Content starts
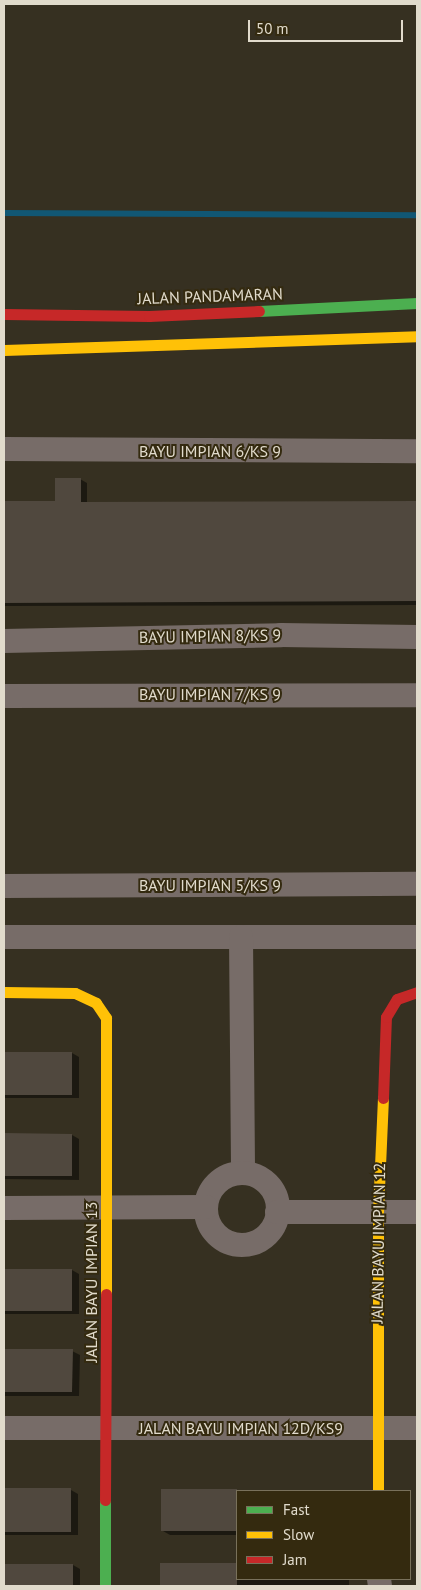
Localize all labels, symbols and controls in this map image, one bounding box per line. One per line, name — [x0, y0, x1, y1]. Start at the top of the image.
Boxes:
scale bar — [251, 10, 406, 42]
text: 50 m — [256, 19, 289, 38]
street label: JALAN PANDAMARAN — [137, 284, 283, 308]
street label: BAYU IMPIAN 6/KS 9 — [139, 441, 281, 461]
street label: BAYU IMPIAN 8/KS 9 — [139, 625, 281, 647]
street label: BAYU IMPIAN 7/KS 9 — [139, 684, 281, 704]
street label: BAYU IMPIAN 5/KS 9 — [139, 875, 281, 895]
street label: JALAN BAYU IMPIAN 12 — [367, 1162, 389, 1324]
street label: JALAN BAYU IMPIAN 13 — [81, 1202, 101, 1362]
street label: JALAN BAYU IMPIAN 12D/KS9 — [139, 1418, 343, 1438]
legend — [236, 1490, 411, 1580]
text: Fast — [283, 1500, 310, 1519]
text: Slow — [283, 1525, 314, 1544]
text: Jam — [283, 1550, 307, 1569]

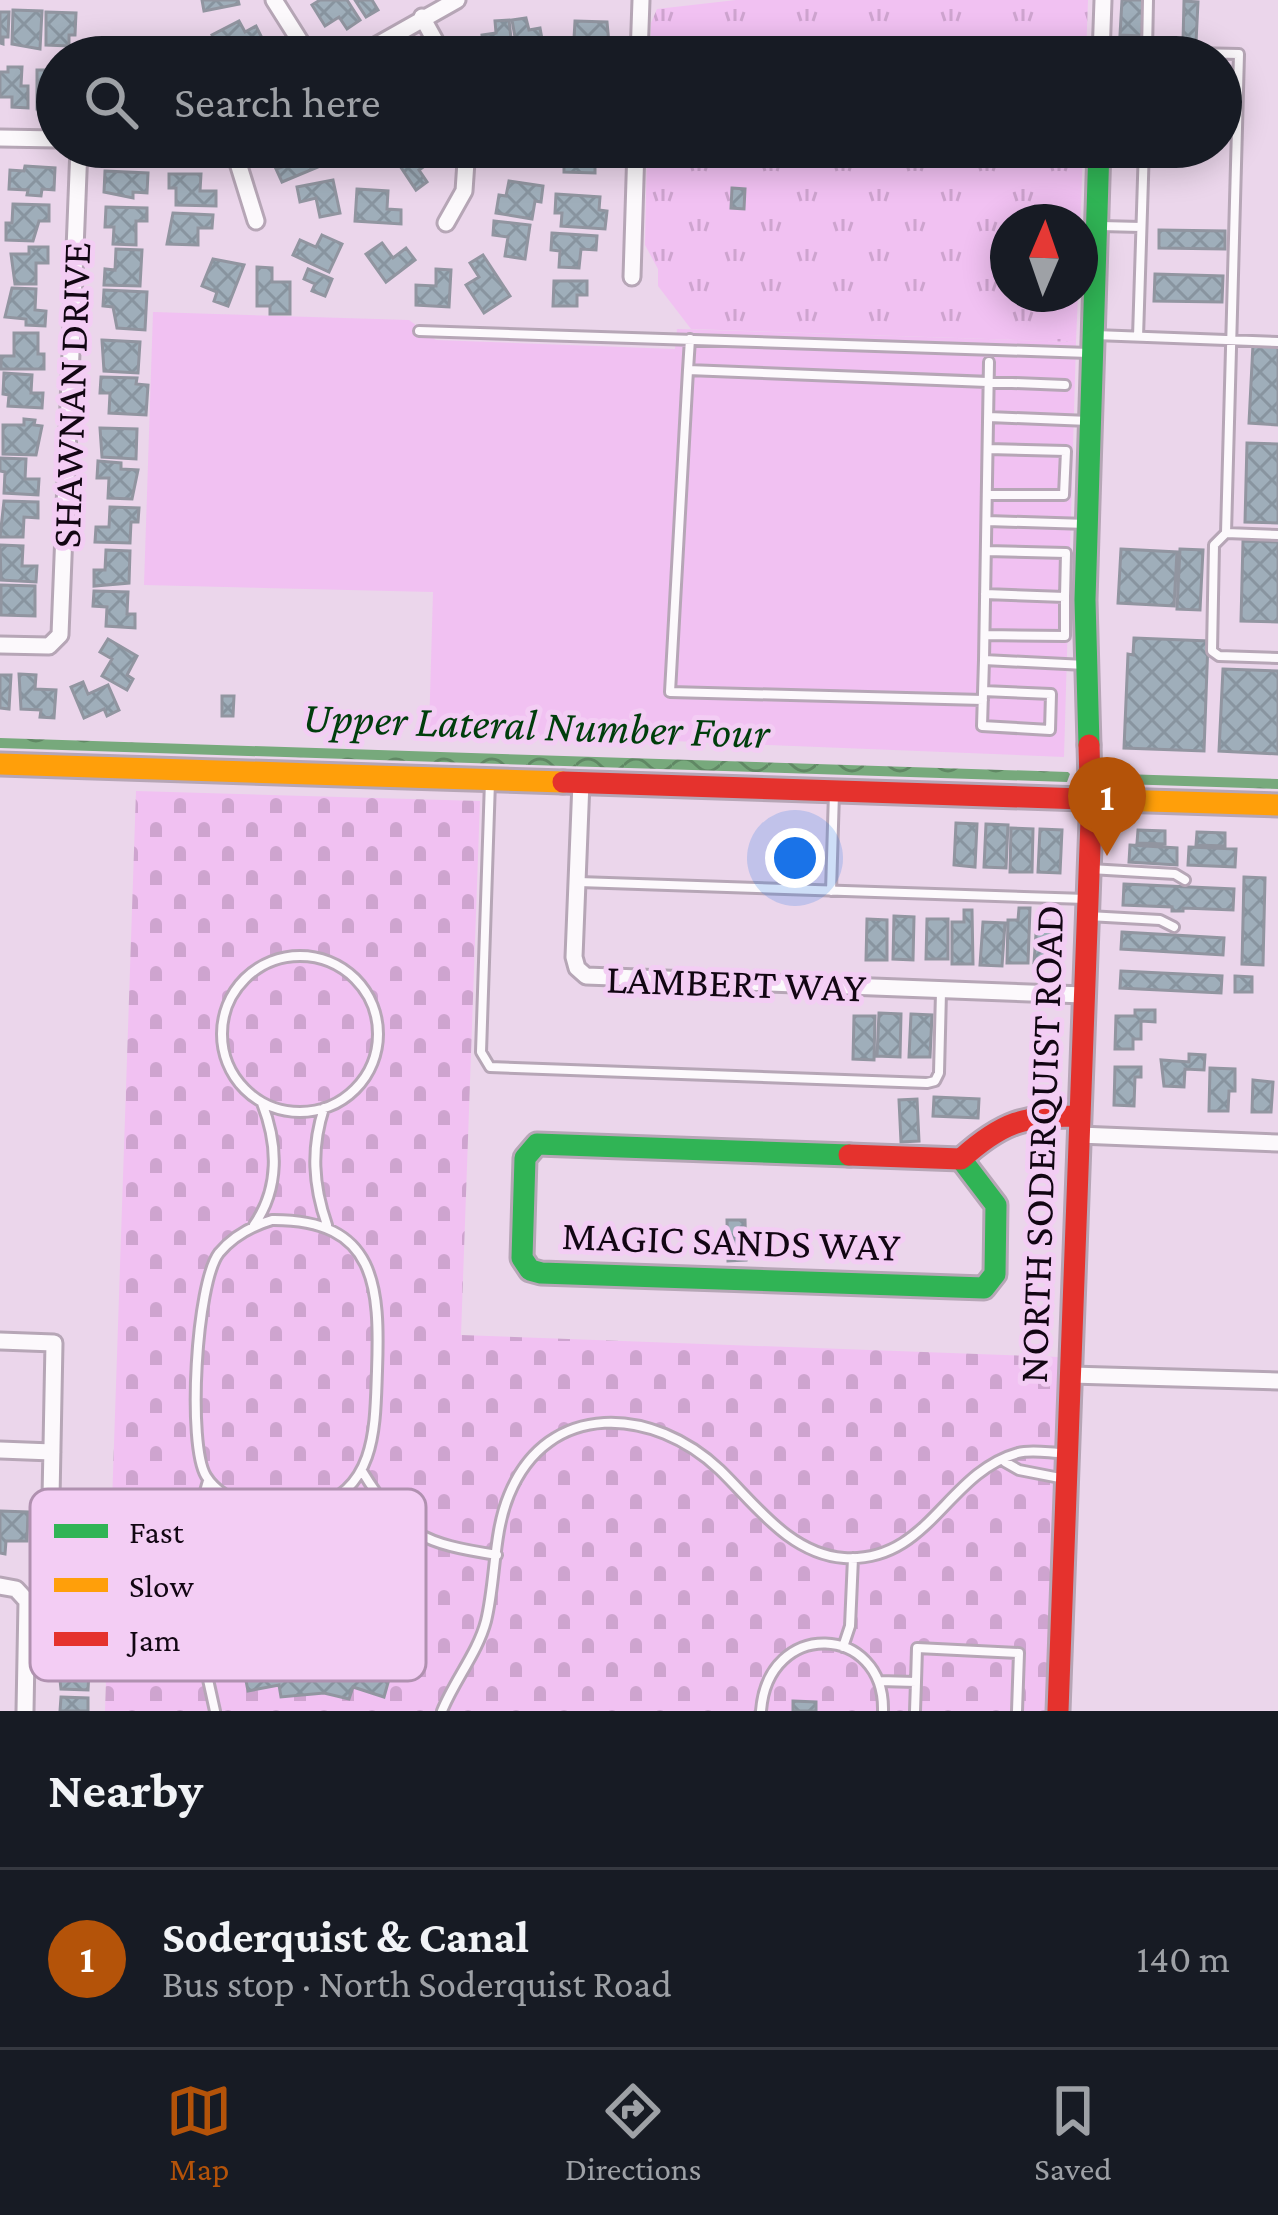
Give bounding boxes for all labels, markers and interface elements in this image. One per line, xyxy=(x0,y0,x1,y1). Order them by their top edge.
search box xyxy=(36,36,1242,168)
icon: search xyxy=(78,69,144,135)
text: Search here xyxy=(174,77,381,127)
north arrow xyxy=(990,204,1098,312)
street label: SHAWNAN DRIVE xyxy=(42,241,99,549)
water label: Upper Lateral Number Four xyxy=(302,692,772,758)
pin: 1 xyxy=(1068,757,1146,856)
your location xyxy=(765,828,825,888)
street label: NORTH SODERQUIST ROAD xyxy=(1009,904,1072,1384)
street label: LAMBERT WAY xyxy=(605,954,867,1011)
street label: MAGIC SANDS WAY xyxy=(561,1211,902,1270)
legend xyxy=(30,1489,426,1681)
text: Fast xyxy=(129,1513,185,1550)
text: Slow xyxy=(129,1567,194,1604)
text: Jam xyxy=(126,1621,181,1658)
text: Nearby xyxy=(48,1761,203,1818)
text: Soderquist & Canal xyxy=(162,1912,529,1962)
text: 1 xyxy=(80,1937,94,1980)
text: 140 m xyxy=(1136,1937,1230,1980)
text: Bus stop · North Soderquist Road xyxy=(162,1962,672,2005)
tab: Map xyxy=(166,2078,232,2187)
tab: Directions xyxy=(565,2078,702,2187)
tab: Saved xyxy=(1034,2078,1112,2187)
Content ends
Content starts
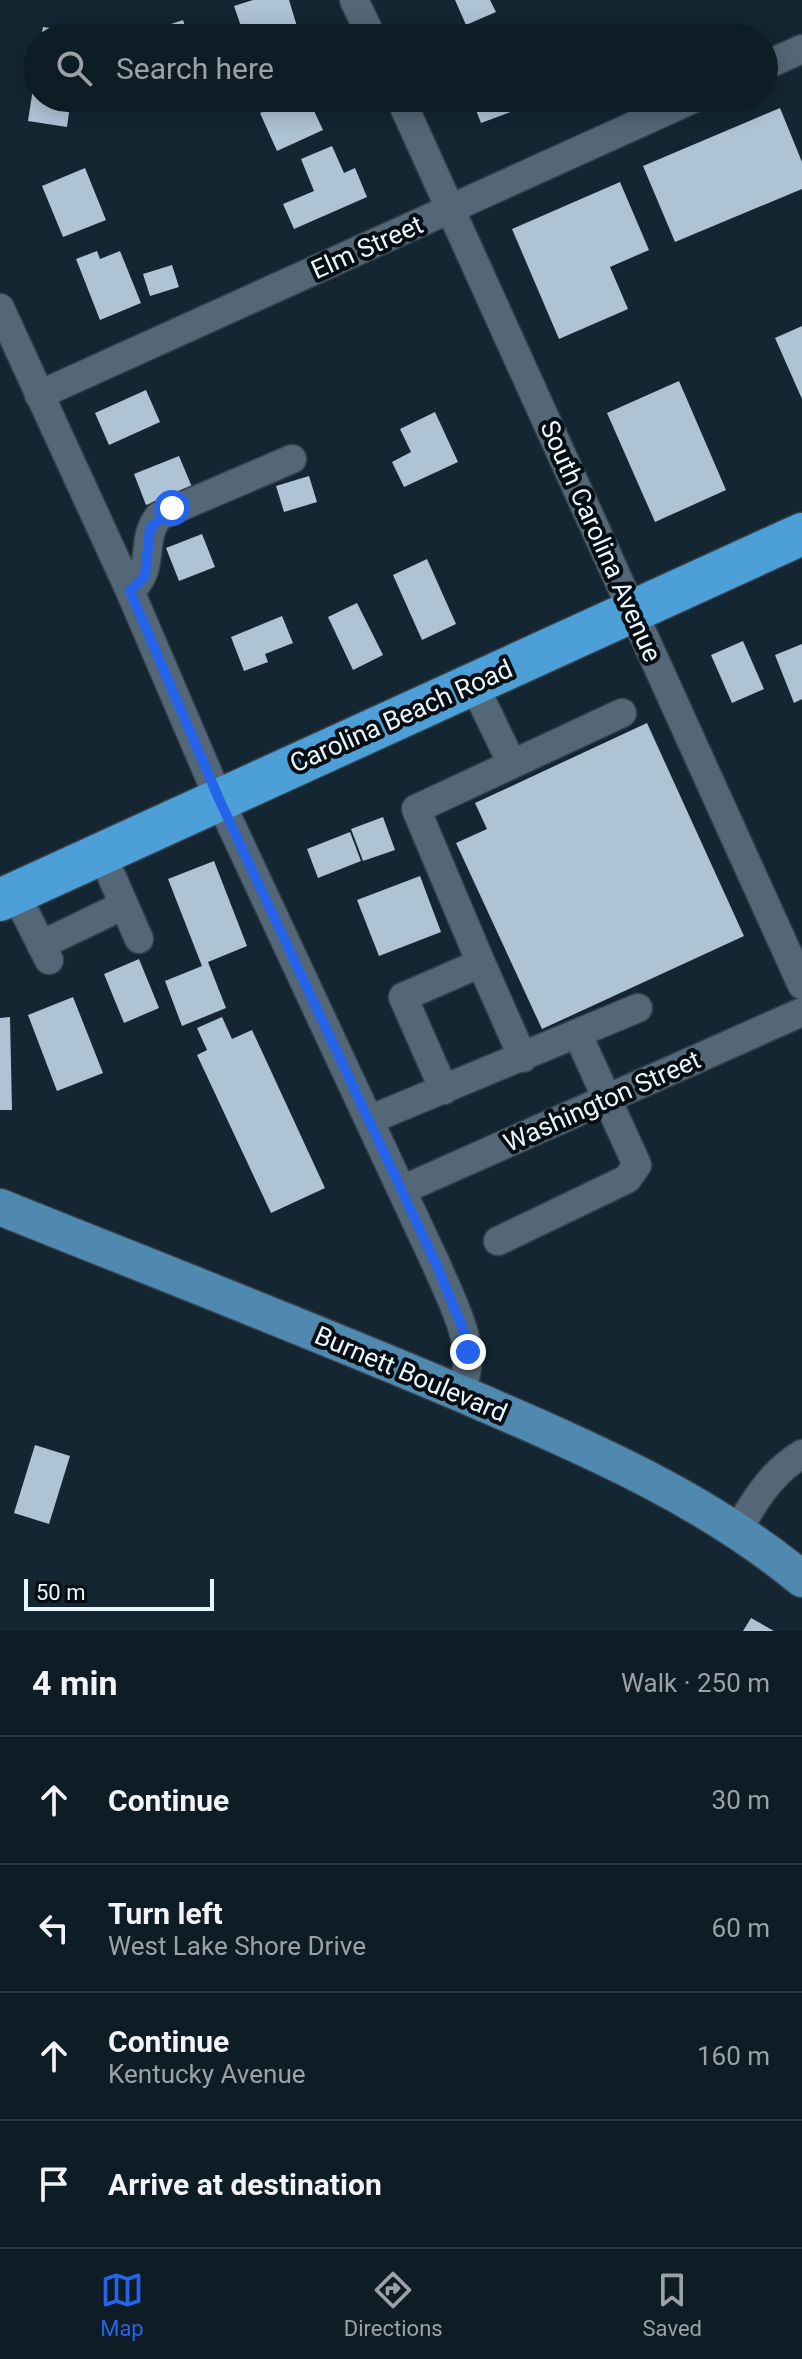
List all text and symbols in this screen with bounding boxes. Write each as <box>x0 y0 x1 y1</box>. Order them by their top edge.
Content ends
## WHAT YOU HAVE TO DO:
In how many lines of the data above does the word "symbols" occur? Only the number is wanted.

## EXERCISE RESULT:
2